NASA resets launch date
Shuttle Endeavour set to lift off for space station Wednesday
CAPE CANAVERAL, Fla. – NASA will try to launch space shuttle Endeavour again Wednesday, after repairing a hydrogen gas leak that thwarted the first attempt.
Top officials decided Monday to bump an unmanned moon mission so Endeavour could have another shot at flying to the International Space Station. The delayed moon mission is NASA’s first in a decade and is critical to the space agency’s long-term effort to return humans to the lunar surface.
The Atlas V rocket had been scheduled to blast off Wednesday with a pair of lunar probes – a moon-mapping orbiter and a craft meant to crash into a shadowed crater at the moon’s south pole. That launch is now scheduled for no earlier than Thursday; it would slip to Friday if the shuttle countdown proceeds trouble-free into early Wednesday.
“If you’ve spent any time on the Space Coast and monitoring launches, you notice that they tend to attract each other, and we’ve got that very situation here,” said Chuck Dovale, launch director for the moon mission.
NASA ended up having to choose between the two missions because Endeavour could not launch this past Saturday. The potentially dangerous hydrogen gas leak in the vent line leading to the shuttle’s external fuel tank halted the countdown.

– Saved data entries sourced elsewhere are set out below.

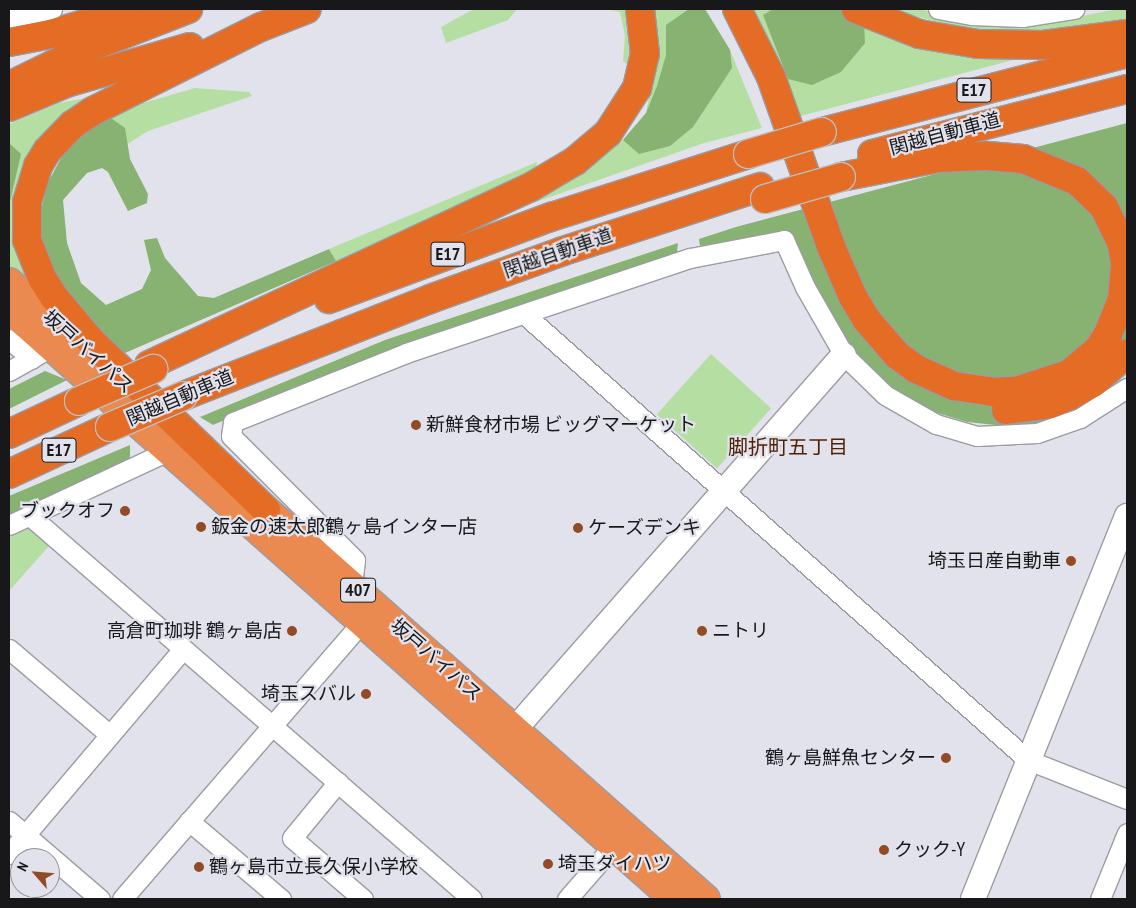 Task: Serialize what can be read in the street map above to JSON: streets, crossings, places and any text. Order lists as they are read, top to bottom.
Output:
{
  "streets": {
    "highway": [
      "E17",
      "関越自動車道",
      "坂戸バイパス",
      "407"
    ]
  },
  "districts": ["脚折町五丁目"],
  "places": [
    "新鮮食材市場 ビッグマーケット",
    "ブックオフ",
    "鈑金の速太郎鶴ヶ島インター店",
    "ケーズデンキ",
    "埼玉日産自動車",
    "高倉町珈琲 鶴ヶ島店",
    "ニトリ",
    "埼玉スバル",
    "鶴ヶ島鮮魚センター",
    "クック-Y",
    "埼玉ダイハツ",
    "鶴ヶ島市立長久保小学校"
  ],
  "north": "top left"
} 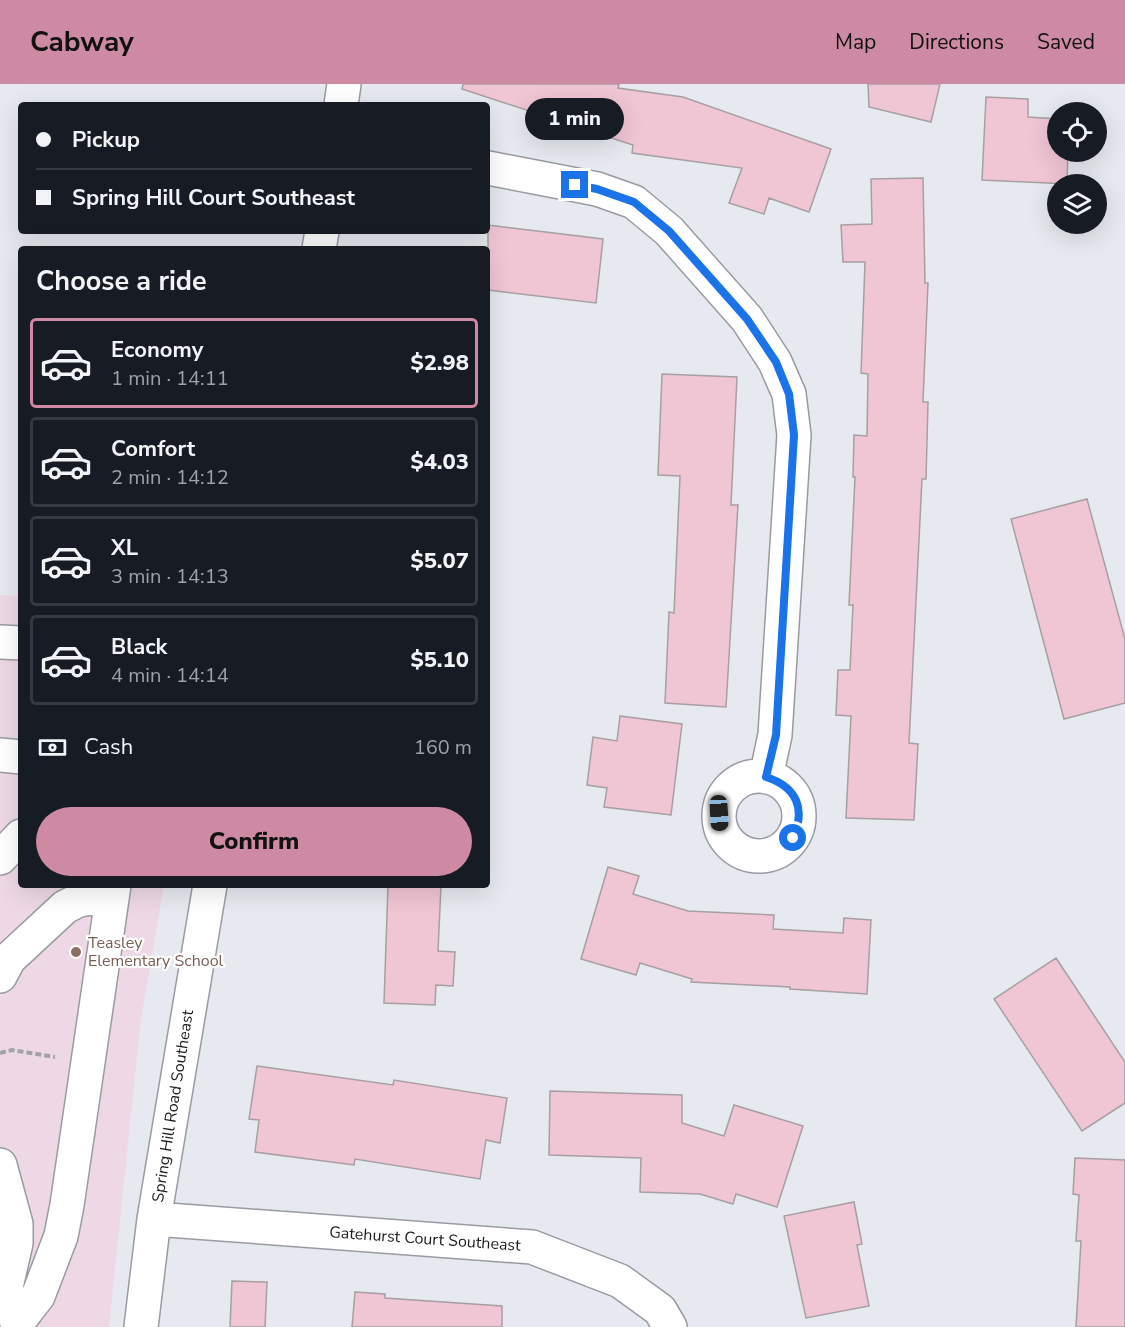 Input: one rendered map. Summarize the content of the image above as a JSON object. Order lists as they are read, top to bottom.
{
  "streets": {
    "street": ["Spring Hill Road Southeast", "Gatehurst Court Southeast"]
  },
  "crossings": [
    ["Spring Hill Road Southeast", "Gatehurst Court Southeast"]
  ],
  "places": ["Teasley Elementary School"],
  "page": {
    "header": "Cabway",
    "nav": ["Map", "Directions", "Saved"],
    "bubble": "1 min",
    "banner": ["Pickup", "Spring Hill Court Southeast"],
    "heading": "Choose a ride",
    "list": [
      {
        "name": "Economy",
        "note": "1 min · 14:11",
        "value": "$2.98"
      },
      {
        "name": "Comfort",
        "note": "2 min · 14:12",
        "value": "$4.03"
      },
      {
        "name": "XL",
        "note": "3 min · 14:13",
        "value": "$5.07"
      },
      {
        "name": "Black",
        "note": "4 min · 14:14",
        "value": "$5.10"
      }
    ],
    "pay": ["Cash", "160 m"],
    "buttons": "Confirm"
  }
}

Technicians finished the repairs Monday, replacing the vent line hookup and a pair of seals.
The launch is scheduled for 5:40 a.m. EDT Wednesday. Forecasters put the odds of good weather at 80 percent.
Endeavour and its crew of seven must be flying by this weekend, otherwise it will have to wait until mid-July. That’s because of unfavorable sun angles that would heat the shuttle too much while it is docked to the space station.